Grubun gitaristleri onlardı. Arden ve ben bateristiydik. Ben hemde solistiydim grubun. Benim yapmadığım yerde arden bateristlik yapardı. Bateristliği ben yaptığım zaman da keman çalardı. Parla ise grubun hem piyanisyi hemde org çalanıydı.

Pars ile ben zamanında şan dersleri aldığımız için seslerimiz güzeldi. Grupça söylediğimiz şarkılarda ise o ses uyumunu her defasında yakalıyorduk.

Bazı grup şarkılarımızda bir yere kadar ben, benden sonra da baterinin başına arden geçiyordu. Şimdi de öyle olacaktı.

Hepimizin önünde mikrafon varken.
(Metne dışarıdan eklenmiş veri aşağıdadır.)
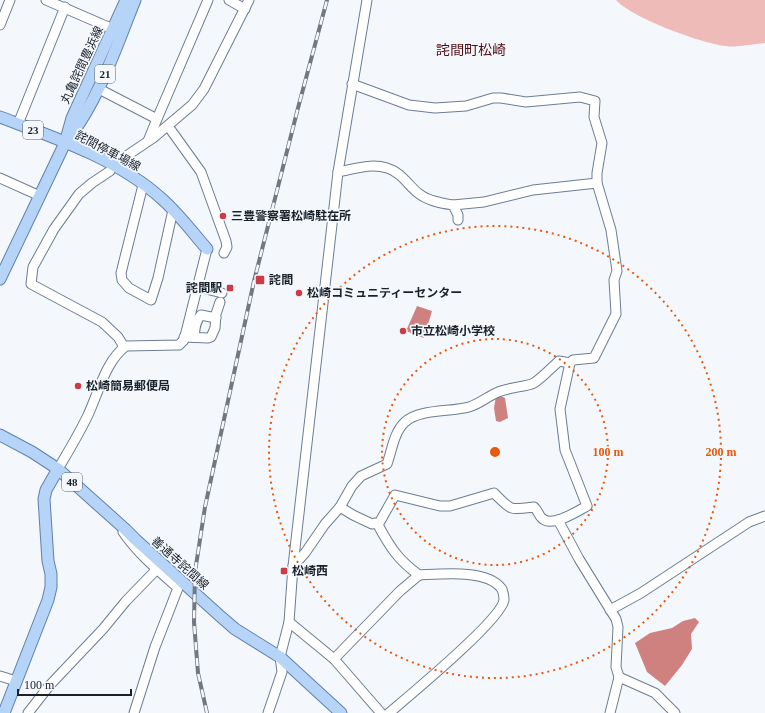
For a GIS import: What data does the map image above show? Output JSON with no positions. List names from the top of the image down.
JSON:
{
  "streets": {
    "main road": [
      "丸亀詫間豊浜線",
      "21",
      "23",
      "詫間停車場線",
      "48",
      "善通寺詫間線"
    ]
  },
  "crossings": [
    ["丸亀詫間豊浜線", "23"],
    ["丸亀詫間豊浜線", "詫間停車場線"],
    ["23", "詫間停車場線"]
  ],
  "districts": ["詫間町松崎"],
  "places": {
    "other": [
      "三豊警察署松崎駐在所",
      "松崎コミュニティーセンター",
      "市立松崎小学校",
      "松崎簡易郵便局"
    ],
    "transit": ["詫間", "詫間駅", "松崎西"]
  },
  "scale_bar": "100 m",
  "rings": ["100 m", "200 m"]
}
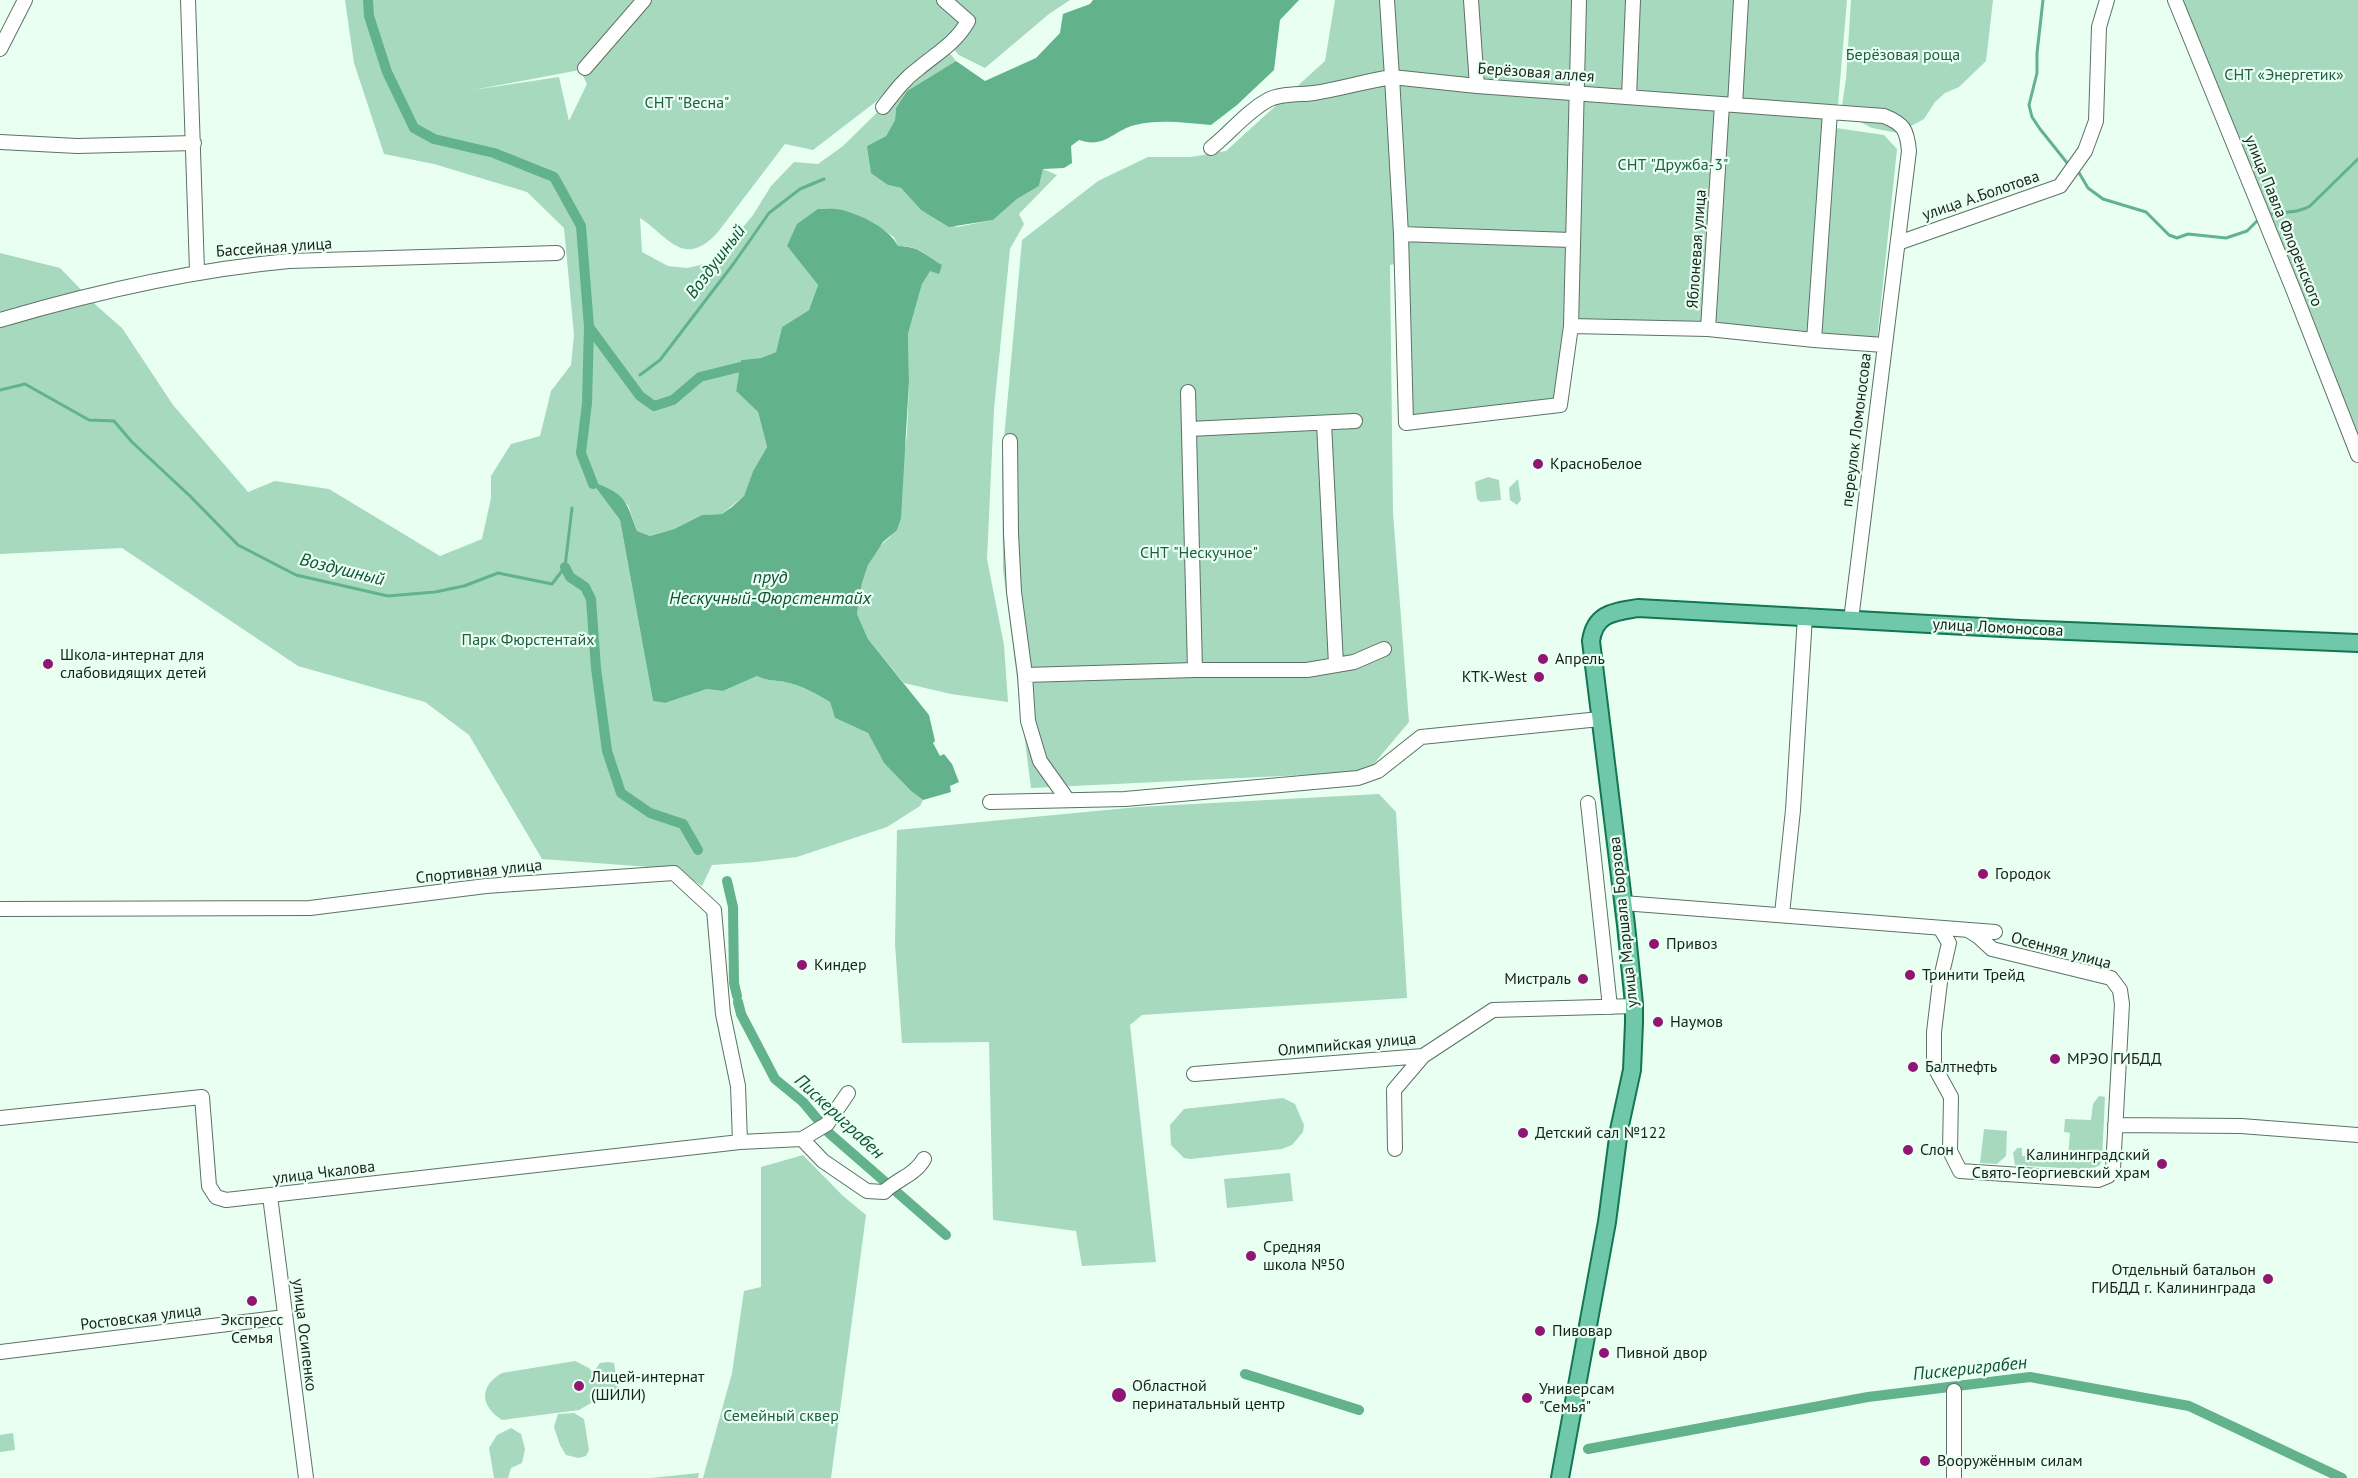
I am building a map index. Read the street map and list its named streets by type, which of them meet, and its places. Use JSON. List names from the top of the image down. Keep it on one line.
{"streets":{"main road":["улица Ломоносова","улица Маршала Борзова"],"street":["Берёзовая аллея","улица А.Болотова","улица Павла Флоренского","Бассейная улица","Яблоневая улица","переулок Ломоносова","Спортивная улица","Осенняя улица","Олимпийская улица","улица Чкалова","Ростовская улица","улица Осипенко"]},"crossings":[["Берёзовая аллея","улица А.Болотова"],["Берёзовая аллея","Яблоневая улица"],["Берёзовая аллея","переулок Ломоносова"],["улица А.Болотова","переулок Ломоносова"],["Яблоневая улица","переулок Ломоносова"],["переулок Ломоносова","улица Ломоносова"],["улица Ломоносова","улица Маршала Борзова"],["Спортивная улица","улица Чкалова"],["улица Маршала Борзова","Осенняя улица"],["улица Маршала Борзова","Олимпийская улица"],["улица Чкалова","улица Осипенко"],["Ростовская улица","улица Осипенко"]],"water":["Воздушный","пруд Нескучный-Фюрстентайх","Пискериграбен"],"parks":["Берёзовая роща","СНТ «Энергетик»","СНТ \"Весна\"","СНТ \"Дружба-3\"","СНТ \"Нескучное\"","Парк Фюрстентайх","Семейный сквер"],"places":["КрасноБелое","Апрель","Школа-интернат для слабовидящих детей","KTK-West","Городок","Привоз","Киндер","Тринити Трейд","Мистраль","Наумов","МРЭО ГИБДД","Балтнефть","Детский сал №122","Слон","Калининградский Свято-Георгиевский храм","Средняя школа №50","Отдельный батальон ГИБДД г. Калининграда","Экспресс Семья","Пивовар","Пивной двор","Лицей-интернат (ШИЛИ)","Областной перинатальный центр","Универсам \"Семья\"","Вооружённым силам"]}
Parsın yanında bir tane daha mikrafon vardı.

Ben şarkının başına girdikten bir süre sonra baterinin başından kalkacaktım. O sırada da arden sahneye girip baterinin başına geçecekti. İçerde böyle anlaşmıştık. Çoğu şarkıda da böyle olurdu.

Herkes yerlerine yerleştiğinde önce pars gitarıyla çalmaya başladı. Sahne ışıkları sadece parsın üzerine düştü.

Biz hala görünmüyorduk ama pars görünüyordu. Pars sözlere girdiğinde ellerim çubukları tutmuş bekliyordum. İstemesem de dinçsoy ailesinin ve başkalarının da olduğu masaya gözlerim kaydı. Beni gördüklerinde ki tepkiyi iple çekiyordum.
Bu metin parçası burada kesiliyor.